Tu ne te souviendras pas de Sebastian Fitzek

On nous promet le remplacant d’Harlan Coben, un nouveau prodige allemand venant de Berlin. Connu grâce à son premier thriller Thérapie, Sebastian Fitzek récidive dans son quatrième ouvrage : Tu ne te souviendras pas. Alors, ce jeune auteur est-il vraiment à la hauteur de sa réputation ? C’est ce que j’ai voulu savoir à l’occasion de la sortie en poche de son dernier opus.

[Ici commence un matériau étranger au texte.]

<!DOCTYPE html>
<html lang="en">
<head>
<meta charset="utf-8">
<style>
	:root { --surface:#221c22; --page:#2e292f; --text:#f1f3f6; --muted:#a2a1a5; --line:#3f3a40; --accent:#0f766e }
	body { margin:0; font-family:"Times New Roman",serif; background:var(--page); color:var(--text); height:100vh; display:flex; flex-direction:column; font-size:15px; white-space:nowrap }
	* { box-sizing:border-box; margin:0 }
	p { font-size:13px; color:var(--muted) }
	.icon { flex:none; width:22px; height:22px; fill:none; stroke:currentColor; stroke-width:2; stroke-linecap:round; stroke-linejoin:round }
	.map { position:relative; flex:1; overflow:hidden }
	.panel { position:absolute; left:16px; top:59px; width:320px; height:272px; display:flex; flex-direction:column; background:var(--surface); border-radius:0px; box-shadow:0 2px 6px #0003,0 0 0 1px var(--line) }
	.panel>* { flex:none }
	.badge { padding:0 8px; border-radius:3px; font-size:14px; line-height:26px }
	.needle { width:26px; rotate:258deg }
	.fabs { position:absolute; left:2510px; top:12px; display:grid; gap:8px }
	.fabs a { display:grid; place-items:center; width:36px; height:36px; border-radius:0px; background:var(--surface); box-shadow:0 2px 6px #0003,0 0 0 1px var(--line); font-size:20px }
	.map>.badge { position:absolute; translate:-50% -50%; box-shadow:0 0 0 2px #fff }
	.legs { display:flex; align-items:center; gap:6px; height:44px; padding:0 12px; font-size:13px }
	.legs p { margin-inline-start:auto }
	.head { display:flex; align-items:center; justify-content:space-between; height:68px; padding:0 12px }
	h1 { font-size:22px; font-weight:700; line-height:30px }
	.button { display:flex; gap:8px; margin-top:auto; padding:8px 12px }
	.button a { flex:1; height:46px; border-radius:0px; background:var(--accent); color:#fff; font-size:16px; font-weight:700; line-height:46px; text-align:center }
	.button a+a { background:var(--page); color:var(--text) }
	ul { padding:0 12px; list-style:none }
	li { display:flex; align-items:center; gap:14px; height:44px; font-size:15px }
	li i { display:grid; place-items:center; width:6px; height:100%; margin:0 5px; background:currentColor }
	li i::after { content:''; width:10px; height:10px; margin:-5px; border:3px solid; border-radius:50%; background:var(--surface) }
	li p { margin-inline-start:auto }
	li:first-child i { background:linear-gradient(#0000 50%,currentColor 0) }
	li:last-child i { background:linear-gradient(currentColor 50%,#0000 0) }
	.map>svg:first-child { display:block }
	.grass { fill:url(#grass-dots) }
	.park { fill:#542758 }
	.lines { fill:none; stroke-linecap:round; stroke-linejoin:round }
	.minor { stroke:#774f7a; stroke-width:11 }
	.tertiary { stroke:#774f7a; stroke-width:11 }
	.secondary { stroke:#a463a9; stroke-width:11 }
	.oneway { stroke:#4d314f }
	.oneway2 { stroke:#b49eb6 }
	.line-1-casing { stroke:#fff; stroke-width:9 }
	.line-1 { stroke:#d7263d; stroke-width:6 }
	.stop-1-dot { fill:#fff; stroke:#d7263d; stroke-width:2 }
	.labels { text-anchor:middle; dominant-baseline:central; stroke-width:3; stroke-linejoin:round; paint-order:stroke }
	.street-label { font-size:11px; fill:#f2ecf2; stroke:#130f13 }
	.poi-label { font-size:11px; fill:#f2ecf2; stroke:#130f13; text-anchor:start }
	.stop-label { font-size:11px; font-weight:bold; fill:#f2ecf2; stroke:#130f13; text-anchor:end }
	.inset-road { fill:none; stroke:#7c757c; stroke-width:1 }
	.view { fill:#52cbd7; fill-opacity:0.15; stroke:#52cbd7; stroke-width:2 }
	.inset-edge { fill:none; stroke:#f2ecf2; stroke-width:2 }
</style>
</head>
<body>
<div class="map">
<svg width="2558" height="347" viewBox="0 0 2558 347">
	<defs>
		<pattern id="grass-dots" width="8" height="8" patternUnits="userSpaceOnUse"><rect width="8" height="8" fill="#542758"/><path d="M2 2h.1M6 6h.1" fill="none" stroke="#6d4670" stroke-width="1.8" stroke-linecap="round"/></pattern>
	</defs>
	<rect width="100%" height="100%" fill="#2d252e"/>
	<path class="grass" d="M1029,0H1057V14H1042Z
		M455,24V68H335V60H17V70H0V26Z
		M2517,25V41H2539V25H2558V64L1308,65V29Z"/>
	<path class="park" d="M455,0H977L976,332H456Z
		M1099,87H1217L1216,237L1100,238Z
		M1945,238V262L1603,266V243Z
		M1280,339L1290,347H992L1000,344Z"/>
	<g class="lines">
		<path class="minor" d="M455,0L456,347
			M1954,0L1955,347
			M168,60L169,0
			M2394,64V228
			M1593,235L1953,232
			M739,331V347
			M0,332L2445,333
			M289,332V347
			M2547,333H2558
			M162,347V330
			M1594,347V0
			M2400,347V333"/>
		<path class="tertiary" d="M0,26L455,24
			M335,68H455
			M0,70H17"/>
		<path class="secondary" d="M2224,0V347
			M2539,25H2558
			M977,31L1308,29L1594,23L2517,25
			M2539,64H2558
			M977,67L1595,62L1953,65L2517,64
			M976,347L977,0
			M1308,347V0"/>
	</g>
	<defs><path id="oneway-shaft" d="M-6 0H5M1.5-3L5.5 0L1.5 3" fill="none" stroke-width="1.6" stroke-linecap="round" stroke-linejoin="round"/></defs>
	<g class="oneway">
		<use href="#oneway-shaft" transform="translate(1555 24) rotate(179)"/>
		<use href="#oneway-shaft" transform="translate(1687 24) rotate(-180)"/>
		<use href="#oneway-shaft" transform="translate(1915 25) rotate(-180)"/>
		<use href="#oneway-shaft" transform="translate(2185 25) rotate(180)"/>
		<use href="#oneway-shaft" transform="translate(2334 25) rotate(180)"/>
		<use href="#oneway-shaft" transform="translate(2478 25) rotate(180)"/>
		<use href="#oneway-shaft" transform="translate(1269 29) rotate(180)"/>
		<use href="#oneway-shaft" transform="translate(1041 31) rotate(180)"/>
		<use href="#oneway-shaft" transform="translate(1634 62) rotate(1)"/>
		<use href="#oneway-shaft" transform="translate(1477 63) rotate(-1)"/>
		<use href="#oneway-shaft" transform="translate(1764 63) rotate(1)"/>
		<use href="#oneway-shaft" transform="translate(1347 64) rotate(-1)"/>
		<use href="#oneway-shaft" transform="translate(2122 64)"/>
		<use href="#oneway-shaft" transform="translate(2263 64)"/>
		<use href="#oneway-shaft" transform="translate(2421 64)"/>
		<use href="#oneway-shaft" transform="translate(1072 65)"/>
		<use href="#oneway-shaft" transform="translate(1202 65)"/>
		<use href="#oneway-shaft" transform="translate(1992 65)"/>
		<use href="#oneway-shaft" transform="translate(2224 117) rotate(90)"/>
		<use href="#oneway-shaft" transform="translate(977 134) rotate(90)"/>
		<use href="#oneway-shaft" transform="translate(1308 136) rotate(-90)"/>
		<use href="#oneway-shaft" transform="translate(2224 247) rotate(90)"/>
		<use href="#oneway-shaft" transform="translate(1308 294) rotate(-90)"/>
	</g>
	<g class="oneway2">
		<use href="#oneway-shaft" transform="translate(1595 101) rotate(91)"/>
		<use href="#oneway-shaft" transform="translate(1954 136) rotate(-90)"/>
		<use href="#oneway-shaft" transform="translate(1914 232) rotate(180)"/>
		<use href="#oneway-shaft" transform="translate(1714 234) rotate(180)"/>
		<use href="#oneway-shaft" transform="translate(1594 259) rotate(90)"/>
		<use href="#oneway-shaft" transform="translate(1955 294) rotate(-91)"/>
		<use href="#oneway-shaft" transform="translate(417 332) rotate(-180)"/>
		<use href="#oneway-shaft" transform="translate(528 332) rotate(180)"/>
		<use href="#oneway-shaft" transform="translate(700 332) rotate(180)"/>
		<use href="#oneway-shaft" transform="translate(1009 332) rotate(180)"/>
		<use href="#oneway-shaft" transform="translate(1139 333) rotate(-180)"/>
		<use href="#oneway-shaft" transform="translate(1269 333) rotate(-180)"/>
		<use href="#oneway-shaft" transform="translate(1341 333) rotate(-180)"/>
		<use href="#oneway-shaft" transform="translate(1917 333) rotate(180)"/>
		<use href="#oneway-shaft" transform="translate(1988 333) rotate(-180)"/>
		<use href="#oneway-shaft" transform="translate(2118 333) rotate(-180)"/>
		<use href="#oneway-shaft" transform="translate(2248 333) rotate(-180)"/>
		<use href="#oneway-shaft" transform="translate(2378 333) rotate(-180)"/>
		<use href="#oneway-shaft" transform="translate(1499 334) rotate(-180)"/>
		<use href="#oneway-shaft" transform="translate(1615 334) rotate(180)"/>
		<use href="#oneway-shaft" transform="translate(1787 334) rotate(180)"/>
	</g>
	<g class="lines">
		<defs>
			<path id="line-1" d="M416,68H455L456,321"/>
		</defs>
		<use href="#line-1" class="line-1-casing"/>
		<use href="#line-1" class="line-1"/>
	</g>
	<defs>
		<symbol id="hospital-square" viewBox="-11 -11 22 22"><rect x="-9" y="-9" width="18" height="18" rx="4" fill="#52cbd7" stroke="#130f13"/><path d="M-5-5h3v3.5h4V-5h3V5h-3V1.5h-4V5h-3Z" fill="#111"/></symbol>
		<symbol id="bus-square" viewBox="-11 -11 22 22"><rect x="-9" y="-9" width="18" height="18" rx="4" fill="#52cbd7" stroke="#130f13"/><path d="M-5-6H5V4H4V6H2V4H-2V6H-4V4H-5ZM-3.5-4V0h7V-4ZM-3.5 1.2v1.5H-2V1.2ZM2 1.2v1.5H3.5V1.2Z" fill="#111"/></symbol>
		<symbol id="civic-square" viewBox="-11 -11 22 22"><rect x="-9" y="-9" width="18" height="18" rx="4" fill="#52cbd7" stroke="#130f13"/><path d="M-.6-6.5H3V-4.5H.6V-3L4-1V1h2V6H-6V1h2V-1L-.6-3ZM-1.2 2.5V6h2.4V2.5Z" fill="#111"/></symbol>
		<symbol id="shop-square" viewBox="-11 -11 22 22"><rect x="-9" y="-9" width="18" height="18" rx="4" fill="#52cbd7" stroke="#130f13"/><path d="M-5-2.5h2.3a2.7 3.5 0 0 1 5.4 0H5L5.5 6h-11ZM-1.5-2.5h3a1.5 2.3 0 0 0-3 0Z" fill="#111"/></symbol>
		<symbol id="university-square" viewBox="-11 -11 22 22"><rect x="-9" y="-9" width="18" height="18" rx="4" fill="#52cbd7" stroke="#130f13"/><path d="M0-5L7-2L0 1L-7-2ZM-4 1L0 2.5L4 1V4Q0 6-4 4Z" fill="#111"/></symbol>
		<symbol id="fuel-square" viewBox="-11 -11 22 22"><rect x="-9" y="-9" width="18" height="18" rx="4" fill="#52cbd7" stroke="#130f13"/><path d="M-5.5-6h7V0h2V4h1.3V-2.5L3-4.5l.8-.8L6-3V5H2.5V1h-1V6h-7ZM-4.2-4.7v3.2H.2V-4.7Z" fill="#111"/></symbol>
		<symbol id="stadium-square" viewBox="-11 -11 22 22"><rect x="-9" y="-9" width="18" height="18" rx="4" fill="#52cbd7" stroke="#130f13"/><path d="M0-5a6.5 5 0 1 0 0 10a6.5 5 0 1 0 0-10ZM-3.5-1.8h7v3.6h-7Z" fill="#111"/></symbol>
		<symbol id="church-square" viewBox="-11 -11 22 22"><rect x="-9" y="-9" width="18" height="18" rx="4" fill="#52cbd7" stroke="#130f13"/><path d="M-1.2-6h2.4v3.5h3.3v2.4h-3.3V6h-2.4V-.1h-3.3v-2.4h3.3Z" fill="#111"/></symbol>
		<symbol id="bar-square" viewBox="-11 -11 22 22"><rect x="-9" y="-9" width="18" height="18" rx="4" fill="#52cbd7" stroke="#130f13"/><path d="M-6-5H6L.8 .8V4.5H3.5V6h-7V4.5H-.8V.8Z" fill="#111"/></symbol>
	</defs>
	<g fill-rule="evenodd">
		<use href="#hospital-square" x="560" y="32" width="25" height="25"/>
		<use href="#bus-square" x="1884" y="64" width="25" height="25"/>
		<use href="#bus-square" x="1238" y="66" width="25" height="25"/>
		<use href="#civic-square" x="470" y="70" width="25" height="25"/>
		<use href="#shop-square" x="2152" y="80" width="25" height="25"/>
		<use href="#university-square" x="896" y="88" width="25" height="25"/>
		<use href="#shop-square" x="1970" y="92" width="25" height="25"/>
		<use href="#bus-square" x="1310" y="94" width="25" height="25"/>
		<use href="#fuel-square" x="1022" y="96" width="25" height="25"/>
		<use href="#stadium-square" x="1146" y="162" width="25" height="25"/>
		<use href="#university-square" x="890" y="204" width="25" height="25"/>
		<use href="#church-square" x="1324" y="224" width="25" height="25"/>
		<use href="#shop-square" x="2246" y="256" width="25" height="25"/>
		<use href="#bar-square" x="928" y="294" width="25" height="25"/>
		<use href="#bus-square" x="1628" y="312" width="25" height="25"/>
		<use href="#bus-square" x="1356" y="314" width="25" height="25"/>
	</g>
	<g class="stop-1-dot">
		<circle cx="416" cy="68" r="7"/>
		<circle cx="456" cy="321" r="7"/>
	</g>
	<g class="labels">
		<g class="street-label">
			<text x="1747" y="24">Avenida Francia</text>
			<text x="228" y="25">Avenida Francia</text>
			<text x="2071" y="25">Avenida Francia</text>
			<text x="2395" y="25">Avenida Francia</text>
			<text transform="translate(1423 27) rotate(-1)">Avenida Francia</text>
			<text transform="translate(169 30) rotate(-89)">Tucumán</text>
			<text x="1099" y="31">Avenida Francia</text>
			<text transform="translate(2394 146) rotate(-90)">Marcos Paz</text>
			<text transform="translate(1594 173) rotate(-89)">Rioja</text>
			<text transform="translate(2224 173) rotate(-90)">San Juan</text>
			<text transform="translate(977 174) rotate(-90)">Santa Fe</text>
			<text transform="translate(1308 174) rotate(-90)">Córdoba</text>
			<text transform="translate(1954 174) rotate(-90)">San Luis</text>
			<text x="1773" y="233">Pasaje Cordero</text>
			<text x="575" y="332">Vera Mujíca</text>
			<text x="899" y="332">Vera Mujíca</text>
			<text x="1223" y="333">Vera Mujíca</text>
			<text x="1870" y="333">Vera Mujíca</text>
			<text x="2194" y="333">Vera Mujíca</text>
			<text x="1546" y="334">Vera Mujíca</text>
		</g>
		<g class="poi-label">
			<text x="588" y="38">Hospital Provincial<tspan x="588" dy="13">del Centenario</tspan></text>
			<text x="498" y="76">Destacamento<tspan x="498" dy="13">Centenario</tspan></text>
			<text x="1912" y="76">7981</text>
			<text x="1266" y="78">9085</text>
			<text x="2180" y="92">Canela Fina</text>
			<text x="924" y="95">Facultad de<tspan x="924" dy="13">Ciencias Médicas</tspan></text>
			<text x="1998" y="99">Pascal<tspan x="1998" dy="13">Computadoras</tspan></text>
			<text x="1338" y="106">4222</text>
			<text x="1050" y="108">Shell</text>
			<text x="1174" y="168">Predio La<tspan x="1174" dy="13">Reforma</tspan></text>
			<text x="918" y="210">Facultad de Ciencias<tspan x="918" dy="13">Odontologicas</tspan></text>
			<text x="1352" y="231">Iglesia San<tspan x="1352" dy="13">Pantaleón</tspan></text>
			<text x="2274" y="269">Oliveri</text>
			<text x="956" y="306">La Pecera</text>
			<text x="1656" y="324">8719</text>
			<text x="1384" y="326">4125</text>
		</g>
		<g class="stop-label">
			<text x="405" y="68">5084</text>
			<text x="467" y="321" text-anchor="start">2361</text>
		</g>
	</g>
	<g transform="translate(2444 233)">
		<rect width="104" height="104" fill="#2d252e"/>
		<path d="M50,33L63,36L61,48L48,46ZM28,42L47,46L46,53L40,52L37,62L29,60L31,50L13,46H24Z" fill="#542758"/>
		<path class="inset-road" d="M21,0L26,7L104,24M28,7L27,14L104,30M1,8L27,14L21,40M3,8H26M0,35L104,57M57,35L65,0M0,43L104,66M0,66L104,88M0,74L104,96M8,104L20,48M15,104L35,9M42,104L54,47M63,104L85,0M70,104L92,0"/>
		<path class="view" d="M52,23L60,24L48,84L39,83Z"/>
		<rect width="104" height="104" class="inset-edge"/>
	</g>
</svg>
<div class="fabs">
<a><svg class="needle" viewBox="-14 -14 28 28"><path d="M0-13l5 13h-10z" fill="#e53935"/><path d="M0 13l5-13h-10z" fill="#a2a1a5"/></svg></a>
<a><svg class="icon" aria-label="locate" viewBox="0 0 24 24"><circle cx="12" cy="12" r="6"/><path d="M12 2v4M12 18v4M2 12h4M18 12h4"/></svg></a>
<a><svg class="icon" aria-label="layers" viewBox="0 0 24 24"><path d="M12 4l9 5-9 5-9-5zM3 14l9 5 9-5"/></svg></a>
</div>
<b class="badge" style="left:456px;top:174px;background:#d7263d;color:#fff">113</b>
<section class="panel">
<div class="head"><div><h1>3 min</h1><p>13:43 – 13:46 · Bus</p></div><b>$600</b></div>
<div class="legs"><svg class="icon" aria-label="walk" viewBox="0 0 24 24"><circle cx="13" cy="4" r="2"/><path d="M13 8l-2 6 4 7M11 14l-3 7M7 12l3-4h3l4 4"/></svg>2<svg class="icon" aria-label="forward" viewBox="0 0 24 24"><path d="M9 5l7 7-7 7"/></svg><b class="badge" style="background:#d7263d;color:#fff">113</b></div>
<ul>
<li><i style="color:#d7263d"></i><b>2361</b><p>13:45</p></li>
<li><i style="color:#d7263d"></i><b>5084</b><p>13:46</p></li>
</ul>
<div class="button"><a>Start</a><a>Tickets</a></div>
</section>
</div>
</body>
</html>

Tu ne te souviendras pas, ça commence par une incompréhension : Simon, 10 ans, cancéreux et pupille de l’Etat, déclare avoir commis un meurtre il y a 15 ans. Tout commence grâce à / à cause de Carina, une infirmière prise d’affection pour le jeune garçon. Voulant lui montrer que la mort ne signifie pas la fin de l’âme, elle lui offre une régression, c’est-à-dire la possibilité d’entrevoir nos vies antérieures grâce à l’hypnose. Sur le moment, rien ne se passe, mais par la suite, Simon voit l’image de sept meurtres qu’il aurait perpétrés avant sa naissance ! Ayant un sens aigu da la justice, il demande à Carina de lui trouver un avocat car il souhaite se constituer prisonnier. C’est ainsi que Robert Stern, célèbre avocat berlinois, se retrouve au beau milieu d’une zone en friche, auprès de son ex-petite-amie, d’un gamin enlevé de l’hôpital. L’histoire pourrait s’arrêter là quand Stern découvre à l’endroit désigné par l’enfant le cadavre, tué à la hâche, comme l’a décrit Simon. Tout est alors remis en cause. Peut-on vivre plusieurs vies ?

Le lendemain, Stern, reçoit un DVD. Sur celui-ci figure l’image de son fils Felix 10 ans plus tôt, bébé à la maternité. Sauf que la caméra filme le moment exact où ce bébé s’arrête de respirer : la mort subite du nourrisson a frappé. Anéanti par ces images, l’avocat se demande bien la signification de ce disque quand soudain apparait à l’écran, un garçon torse nu devant son gâteau d’anniversaire sur lequel trônent 10 bougies et, hasard étrange, celui-ci porte exactement la même tache de vin sur l’épaule qu’avait Félix. Une voix s’élève du téléviseur : « croyez-vous à la réincarnation, Mr Stern ? » Cette dernière lui propose un compromis : elle lui révèlera l’adresse du jeune garçon qui figure sur la vidéo si l’avocat trouve le coupable des meurtres découverts par Simon. Il n’a que quelques heures pour ça et ne doit surtout pas contacter la police.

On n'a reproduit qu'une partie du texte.